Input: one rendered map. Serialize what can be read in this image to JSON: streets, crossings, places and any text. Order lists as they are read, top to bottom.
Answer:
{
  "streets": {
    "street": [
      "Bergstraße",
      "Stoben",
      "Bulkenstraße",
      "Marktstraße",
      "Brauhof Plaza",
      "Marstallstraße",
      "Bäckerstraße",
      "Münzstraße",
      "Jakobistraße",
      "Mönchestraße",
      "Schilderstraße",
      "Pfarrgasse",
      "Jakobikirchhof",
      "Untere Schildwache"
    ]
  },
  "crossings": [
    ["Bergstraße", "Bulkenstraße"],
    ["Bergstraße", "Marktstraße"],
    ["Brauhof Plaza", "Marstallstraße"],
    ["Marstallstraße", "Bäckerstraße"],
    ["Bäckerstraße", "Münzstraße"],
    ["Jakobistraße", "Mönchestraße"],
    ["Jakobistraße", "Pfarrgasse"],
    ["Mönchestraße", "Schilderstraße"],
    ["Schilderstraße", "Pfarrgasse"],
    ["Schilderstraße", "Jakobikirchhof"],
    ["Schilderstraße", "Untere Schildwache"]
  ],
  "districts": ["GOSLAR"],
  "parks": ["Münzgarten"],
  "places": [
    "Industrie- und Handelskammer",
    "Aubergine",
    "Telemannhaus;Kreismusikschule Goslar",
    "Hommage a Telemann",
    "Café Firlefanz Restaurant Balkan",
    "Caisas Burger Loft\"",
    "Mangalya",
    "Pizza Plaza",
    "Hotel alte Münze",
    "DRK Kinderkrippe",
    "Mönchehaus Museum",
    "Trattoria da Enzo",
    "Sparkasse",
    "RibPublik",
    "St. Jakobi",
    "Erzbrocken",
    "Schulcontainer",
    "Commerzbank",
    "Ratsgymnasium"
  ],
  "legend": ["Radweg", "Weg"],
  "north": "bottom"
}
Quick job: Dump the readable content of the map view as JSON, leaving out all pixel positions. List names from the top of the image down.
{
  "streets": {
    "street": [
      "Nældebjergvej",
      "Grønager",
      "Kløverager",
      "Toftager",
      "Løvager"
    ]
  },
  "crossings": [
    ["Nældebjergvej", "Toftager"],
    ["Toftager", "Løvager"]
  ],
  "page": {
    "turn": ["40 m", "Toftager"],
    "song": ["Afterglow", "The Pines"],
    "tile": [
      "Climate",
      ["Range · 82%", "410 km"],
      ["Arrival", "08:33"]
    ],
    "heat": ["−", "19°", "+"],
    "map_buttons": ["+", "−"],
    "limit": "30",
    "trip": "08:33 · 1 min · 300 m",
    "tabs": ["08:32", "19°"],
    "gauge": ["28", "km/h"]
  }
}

========================================================================

▶ _WHAT TO PRODUCE_
Review the material and copy each line in which the word "Toftager" appears.

▶ _YOUR SOLUTION_
      "Toftager",
    ["Nældebjergvej", "Toftager"],
    ["Toftager", "Løvager"]
    "turn": ["40 m", "Toftager"],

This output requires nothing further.